Itu kejadian sosial pada kelas Menengah. Maksudnya juga sama..

"Seputar 70% uang tersebar di Jakarta. Bila ada perbaikan sebab ekonomi nasional naik, jadi efeknya akan pertama berasa di Jakarta," katanya.

Dari semua lokasi yang berada di Jakarta, sebetulnya Jakarta Selatan bukan pusat perekonomian.
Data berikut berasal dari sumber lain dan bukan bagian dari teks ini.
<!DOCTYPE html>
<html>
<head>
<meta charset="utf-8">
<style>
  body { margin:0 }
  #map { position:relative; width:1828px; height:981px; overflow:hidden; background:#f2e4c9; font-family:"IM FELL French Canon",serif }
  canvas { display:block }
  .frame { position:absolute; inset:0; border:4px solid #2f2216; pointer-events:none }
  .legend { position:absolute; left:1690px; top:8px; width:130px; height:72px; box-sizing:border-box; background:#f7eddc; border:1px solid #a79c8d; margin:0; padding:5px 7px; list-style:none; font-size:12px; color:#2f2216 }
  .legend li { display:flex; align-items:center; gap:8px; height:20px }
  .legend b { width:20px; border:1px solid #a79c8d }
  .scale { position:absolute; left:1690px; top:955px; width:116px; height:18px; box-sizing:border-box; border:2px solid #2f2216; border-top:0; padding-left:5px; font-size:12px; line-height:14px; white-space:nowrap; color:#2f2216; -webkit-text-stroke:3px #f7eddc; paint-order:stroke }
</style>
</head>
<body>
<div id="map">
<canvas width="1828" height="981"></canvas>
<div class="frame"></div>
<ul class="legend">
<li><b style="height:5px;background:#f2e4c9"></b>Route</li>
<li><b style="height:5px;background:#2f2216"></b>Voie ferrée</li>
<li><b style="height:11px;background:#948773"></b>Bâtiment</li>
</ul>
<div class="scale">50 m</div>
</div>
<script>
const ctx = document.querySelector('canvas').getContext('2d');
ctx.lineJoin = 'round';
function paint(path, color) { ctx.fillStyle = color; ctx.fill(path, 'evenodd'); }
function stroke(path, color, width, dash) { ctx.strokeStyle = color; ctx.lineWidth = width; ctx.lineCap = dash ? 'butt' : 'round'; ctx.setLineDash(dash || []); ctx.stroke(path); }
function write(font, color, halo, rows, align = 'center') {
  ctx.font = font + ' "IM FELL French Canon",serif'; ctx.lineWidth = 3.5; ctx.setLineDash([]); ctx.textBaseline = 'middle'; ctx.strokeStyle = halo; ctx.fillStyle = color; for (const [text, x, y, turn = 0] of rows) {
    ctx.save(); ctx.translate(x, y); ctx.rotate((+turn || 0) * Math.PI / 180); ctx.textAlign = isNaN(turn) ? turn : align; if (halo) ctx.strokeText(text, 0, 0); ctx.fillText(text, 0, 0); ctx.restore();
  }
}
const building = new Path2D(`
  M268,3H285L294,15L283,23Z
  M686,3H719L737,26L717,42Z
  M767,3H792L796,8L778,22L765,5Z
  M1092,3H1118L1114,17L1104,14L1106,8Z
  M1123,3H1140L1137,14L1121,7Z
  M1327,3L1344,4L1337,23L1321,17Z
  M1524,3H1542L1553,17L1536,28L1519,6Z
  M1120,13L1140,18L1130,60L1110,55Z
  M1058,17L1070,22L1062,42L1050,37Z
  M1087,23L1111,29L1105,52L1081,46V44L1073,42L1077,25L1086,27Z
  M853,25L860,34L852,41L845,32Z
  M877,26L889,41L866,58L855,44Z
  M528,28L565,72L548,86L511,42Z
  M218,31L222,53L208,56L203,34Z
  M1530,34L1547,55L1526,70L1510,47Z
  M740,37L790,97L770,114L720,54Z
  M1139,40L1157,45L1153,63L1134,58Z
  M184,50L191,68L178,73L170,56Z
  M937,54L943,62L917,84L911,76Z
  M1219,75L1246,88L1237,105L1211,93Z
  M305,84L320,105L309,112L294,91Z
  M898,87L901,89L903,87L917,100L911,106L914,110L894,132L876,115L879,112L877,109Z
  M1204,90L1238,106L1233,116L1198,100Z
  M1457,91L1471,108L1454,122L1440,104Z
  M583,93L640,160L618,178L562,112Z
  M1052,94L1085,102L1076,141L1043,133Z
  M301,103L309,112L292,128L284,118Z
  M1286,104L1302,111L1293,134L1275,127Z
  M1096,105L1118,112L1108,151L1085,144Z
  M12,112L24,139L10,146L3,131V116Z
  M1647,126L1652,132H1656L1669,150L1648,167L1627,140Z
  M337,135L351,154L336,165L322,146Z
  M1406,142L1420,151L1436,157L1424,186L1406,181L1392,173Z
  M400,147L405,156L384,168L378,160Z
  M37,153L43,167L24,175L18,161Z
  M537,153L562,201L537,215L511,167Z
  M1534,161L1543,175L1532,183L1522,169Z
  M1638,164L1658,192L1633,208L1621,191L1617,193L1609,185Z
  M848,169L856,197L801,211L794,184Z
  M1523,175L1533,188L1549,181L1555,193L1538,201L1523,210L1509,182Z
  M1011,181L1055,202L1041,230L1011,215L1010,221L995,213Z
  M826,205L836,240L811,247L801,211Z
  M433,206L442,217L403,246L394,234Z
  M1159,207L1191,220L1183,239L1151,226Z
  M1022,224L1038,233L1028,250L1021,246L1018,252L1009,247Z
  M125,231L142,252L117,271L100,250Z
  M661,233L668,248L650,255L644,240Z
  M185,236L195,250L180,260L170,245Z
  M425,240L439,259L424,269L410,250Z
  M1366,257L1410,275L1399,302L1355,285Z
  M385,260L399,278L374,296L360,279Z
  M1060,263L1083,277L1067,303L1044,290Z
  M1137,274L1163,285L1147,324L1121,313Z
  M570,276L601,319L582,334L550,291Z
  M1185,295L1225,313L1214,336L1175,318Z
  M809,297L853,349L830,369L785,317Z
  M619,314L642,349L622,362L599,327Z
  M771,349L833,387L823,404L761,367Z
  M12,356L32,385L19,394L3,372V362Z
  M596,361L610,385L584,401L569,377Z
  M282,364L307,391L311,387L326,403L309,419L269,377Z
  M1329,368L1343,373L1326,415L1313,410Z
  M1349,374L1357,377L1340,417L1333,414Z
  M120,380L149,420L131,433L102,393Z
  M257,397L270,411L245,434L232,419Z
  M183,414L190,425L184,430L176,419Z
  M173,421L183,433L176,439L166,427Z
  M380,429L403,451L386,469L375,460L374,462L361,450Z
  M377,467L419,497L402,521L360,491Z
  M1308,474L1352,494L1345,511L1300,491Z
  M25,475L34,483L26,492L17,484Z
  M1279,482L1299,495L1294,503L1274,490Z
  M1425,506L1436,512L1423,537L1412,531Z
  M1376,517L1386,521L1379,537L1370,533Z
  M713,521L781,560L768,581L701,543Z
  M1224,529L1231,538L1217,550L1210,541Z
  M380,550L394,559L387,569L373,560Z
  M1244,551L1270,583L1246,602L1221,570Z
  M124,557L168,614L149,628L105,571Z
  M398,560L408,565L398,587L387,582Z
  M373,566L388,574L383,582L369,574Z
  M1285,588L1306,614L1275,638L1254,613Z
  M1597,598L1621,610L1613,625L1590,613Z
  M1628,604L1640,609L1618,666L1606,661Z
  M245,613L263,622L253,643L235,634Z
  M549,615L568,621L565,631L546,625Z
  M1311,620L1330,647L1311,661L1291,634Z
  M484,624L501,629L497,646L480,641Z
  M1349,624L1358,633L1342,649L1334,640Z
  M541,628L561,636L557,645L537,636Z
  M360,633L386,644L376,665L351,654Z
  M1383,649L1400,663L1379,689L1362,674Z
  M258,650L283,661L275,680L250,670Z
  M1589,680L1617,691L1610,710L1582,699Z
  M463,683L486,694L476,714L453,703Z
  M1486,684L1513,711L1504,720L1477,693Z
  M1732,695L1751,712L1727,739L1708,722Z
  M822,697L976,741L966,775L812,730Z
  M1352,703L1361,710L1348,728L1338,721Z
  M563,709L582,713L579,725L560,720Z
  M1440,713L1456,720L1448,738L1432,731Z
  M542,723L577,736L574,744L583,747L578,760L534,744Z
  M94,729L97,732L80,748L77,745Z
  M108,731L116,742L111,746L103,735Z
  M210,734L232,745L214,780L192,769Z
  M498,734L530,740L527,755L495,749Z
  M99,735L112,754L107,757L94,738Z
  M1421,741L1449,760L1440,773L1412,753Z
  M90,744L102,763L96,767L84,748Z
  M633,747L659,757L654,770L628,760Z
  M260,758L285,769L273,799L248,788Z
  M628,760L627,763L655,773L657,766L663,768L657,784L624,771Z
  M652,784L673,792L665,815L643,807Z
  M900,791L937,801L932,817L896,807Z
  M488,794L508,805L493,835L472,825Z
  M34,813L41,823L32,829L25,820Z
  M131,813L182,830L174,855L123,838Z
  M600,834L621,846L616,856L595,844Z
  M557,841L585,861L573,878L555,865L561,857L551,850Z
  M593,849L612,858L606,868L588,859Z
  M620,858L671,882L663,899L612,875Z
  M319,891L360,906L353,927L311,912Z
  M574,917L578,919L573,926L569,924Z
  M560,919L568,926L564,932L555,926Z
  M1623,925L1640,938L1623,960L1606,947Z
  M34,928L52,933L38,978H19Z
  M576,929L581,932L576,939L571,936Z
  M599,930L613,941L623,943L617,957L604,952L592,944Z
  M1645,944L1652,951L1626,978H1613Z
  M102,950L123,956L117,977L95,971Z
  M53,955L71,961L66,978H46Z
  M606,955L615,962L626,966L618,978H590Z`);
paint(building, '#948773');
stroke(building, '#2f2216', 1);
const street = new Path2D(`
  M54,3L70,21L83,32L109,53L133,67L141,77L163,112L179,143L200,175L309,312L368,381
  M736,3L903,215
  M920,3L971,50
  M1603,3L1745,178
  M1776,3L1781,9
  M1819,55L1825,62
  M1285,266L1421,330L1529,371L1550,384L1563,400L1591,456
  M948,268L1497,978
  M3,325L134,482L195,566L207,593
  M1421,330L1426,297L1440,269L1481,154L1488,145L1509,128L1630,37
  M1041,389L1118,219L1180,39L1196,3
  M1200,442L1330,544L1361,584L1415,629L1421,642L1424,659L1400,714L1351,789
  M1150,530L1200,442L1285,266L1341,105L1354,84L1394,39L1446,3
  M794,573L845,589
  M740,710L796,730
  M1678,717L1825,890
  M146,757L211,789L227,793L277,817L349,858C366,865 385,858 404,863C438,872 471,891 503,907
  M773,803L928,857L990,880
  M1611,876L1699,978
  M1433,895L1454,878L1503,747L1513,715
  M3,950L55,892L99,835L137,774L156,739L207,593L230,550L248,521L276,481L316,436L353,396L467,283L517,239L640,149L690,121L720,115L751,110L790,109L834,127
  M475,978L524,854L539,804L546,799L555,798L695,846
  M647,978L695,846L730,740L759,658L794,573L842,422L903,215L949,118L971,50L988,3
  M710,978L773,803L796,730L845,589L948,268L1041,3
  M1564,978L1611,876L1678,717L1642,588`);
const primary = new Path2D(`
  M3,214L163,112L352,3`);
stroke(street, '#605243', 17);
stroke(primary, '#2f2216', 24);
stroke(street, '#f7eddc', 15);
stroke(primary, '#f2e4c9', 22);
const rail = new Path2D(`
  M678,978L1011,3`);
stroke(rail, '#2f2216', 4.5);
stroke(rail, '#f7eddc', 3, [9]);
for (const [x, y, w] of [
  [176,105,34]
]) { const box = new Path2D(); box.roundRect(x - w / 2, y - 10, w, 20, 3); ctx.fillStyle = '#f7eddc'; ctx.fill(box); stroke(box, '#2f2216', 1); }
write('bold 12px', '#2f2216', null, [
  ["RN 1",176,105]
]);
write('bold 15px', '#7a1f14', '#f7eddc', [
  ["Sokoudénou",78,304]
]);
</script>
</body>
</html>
Jakarta Utara menggerakkan perkembangan dengan perdagangan, konstruksi, property serta pelabuhan tersibuk di Indonesia, Tanjung Priuk.

Di Jakarta Timur, perkembangan property selalu bertambah, ditambah lagi kegiatan industri di sejumlah lokasi, termasuk juga Pulo Gadung.

Jakarta Selatan malah bukan lokasi sebagai pusat ekonomi, tetapi malah lokasi konsumtif.

"Profile ekonomi Jakarta Selatan memang sejak dahulu populer dengan lokasi kelas menengah, serta ketimpangan sosialnya lebih rendah dibanding Jakarta Utara," kata Bhima.

Di Jakarta Utara, ketimpangan ekonomi sudah sempat memunculkan perseteruan serta jadi bom waktu.

"Contohnya, masalah 4 November 2017 saat ada demo yang berbuntut dengan penjarahan beberapa minimarket," katanya.

Selain itu, di Jakarta Selatan berkembang usaha leisure, yang memprioritaskan pola hidup, style kenakan pakaian serta pergaulan.

"Walau kelas menengahnya sebetulnya begitu saja, tidaklah terlalu berkembang, tetapi ketimpangannya pada kaya serta miskin tidak berlebihan, se-ekstrem Jakarta Utara," katanya.

Nah, demikian explanation Bhima Yudhistira. Do you understand ataukah tidak?

  • Artikel (News)dari kategori yang sama


    Silahkan masukan huruf yang tertulis pada gambar di atas dengan benar.
     

    Isi tulisan akan diterbitkan dan hanya pemilik blog yang dapat menghapusnya.